═════ Records supplied ═════

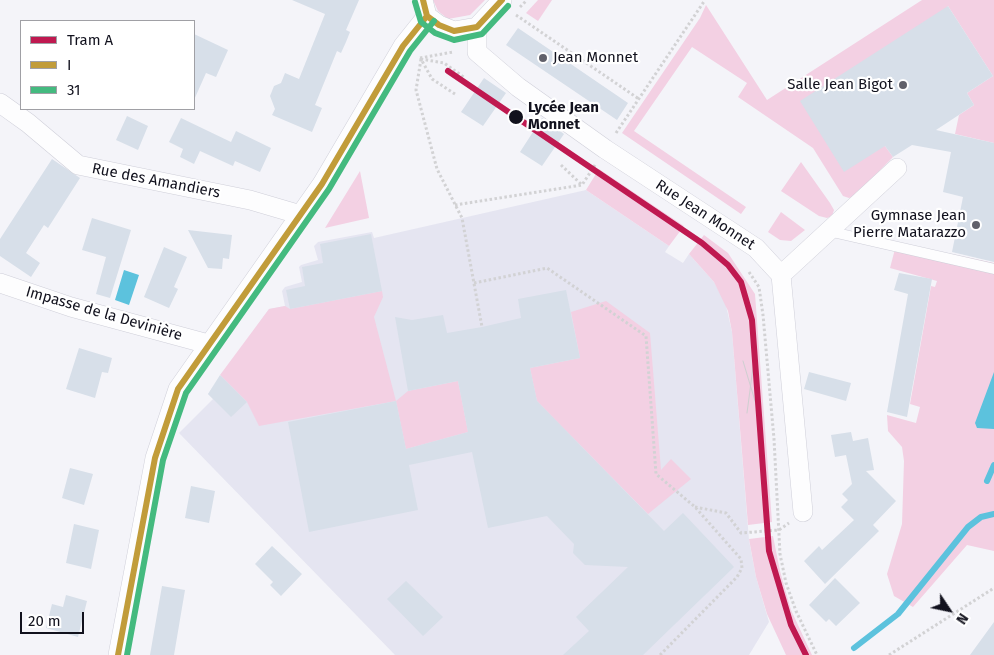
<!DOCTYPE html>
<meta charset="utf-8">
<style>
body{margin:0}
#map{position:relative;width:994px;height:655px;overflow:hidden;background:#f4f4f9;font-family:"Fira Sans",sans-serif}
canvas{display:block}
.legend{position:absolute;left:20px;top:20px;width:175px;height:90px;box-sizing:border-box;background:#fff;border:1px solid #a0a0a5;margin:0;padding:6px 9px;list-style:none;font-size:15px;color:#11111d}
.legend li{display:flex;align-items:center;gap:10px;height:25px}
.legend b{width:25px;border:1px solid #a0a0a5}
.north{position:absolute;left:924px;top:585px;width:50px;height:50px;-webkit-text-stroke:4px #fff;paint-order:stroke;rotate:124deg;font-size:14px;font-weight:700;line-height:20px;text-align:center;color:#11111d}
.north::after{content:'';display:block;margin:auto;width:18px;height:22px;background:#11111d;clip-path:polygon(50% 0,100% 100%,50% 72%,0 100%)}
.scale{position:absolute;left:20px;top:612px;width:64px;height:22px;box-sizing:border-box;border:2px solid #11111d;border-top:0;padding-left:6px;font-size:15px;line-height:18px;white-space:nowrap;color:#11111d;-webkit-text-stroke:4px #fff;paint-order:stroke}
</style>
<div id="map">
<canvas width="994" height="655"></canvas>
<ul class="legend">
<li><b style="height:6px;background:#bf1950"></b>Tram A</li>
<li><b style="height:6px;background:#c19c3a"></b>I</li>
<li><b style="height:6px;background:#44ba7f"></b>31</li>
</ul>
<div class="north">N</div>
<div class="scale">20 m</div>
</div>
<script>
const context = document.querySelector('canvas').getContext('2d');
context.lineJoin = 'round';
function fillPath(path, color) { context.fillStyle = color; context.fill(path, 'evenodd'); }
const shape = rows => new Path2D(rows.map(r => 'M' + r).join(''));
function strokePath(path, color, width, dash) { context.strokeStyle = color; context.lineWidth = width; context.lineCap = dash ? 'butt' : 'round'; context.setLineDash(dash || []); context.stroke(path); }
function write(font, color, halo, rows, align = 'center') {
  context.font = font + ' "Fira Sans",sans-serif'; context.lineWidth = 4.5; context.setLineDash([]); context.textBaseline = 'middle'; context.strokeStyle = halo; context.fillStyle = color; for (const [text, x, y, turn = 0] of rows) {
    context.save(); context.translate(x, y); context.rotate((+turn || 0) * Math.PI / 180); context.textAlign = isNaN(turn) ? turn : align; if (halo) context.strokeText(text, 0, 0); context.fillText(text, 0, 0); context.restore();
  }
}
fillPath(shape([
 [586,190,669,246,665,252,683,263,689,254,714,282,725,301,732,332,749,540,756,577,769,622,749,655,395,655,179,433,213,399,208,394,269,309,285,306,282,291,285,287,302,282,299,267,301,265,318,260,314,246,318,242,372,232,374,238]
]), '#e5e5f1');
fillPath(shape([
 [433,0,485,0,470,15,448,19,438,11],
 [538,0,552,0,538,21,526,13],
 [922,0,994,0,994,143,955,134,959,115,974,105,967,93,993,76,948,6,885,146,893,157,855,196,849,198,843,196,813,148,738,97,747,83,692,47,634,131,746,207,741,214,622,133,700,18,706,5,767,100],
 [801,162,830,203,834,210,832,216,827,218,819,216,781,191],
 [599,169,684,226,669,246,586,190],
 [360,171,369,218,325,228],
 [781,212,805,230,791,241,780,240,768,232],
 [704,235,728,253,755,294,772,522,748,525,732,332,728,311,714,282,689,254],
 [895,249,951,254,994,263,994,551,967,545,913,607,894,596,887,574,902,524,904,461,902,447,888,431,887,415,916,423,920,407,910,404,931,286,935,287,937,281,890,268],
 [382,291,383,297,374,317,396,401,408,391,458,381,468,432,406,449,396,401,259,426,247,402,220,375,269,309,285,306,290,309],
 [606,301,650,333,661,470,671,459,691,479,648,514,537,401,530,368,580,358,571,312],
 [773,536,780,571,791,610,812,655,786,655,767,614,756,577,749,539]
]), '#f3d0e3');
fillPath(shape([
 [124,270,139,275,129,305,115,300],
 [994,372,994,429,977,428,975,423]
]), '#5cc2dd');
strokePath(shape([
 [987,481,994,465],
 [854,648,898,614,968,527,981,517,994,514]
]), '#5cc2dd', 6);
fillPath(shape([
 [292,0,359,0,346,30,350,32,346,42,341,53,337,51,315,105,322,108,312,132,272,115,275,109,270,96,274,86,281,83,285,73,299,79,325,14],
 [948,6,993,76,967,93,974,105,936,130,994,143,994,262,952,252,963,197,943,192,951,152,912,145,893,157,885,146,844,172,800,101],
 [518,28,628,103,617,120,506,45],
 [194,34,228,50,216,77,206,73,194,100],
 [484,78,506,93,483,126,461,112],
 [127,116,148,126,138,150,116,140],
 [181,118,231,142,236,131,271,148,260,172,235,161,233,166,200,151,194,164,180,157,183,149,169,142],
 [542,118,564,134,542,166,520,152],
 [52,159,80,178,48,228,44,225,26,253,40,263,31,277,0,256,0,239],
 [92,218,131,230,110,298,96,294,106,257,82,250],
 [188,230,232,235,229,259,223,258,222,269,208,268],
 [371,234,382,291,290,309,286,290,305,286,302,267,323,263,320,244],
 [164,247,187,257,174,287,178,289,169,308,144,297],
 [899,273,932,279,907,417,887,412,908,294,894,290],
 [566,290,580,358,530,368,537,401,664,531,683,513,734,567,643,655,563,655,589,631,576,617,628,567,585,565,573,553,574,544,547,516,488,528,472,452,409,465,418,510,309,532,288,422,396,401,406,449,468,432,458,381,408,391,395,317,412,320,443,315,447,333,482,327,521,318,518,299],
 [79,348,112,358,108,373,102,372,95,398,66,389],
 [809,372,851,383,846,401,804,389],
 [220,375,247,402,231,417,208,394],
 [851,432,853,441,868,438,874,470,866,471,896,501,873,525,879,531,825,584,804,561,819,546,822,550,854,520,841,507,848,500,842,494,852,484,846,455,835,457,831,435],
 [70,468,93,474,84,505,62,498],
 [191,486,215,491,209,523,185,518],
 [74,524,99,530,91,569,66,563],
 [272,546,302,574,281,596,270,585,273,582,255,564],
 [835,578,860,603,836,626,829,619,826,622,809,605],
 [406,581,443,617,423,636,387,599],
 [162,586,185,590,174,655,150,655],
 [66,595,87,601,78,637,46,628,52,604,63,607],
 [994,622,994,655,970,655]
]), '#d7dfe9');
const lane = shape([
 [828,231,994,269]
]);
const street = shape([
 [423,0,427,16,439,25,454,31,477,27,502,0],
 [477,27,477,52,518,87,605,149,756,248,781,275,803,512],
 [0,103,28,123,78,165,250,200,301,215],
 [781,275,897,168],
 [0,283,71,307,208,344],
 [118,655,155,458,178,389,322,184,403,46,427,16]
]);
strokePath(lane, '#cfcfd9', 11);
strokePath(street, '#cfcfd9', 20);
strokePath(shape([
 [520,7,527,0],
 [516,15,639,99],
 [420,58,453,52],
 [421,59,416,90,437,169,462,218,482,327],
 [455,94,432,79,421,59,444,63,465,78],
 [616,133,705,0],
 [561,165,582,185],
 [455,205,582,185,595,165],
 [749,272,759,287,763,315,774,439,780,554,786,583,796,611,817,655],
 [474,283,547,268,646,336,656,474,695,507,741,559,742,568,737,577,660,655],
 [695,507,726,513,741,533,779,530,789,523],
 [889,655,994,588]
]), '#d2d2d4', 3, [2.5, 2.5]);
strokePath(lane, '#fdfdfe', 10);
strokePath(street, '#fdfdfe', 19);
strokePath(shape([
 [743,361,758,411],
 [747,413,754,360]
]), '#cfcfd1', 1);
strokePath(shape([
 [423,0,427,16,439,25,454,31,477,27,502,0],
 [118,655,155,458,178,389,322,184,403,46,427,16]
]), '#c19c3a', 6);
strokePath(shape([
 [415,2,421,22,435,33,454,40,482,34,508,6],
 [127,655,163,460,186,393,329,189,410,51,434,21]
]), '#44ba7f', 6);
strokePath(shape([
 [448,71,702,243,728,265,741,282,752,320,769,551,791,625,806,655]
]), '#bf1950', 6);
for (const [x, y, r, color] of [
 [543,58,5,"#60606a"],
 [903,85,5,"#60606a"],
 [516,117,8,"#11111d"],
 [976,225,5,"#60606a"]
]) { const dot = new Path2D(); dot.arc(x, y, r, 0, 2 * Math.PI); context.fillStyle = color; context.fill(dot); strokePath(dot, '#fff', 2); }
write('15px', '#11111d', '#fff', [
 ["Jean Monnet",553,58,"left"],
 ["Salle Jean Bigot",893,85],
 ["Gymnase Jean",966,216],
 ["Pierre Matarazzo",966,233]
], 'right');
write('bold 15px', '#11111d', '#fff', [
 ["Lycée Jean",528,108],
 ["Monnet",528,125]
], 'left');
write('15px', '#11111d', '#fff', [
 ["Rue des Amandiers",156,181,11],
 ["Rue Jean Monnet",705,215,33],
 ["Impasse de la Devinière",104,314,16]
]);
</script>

═════

- [Prompt]: Search the lines above for the string "canvas", then show every one that has it.

- [Solution to this problem]:
canvas{display:block}
<canvas width="994" height="655"></canvas>
const context = document.querySelector('canvas').getContext('2d');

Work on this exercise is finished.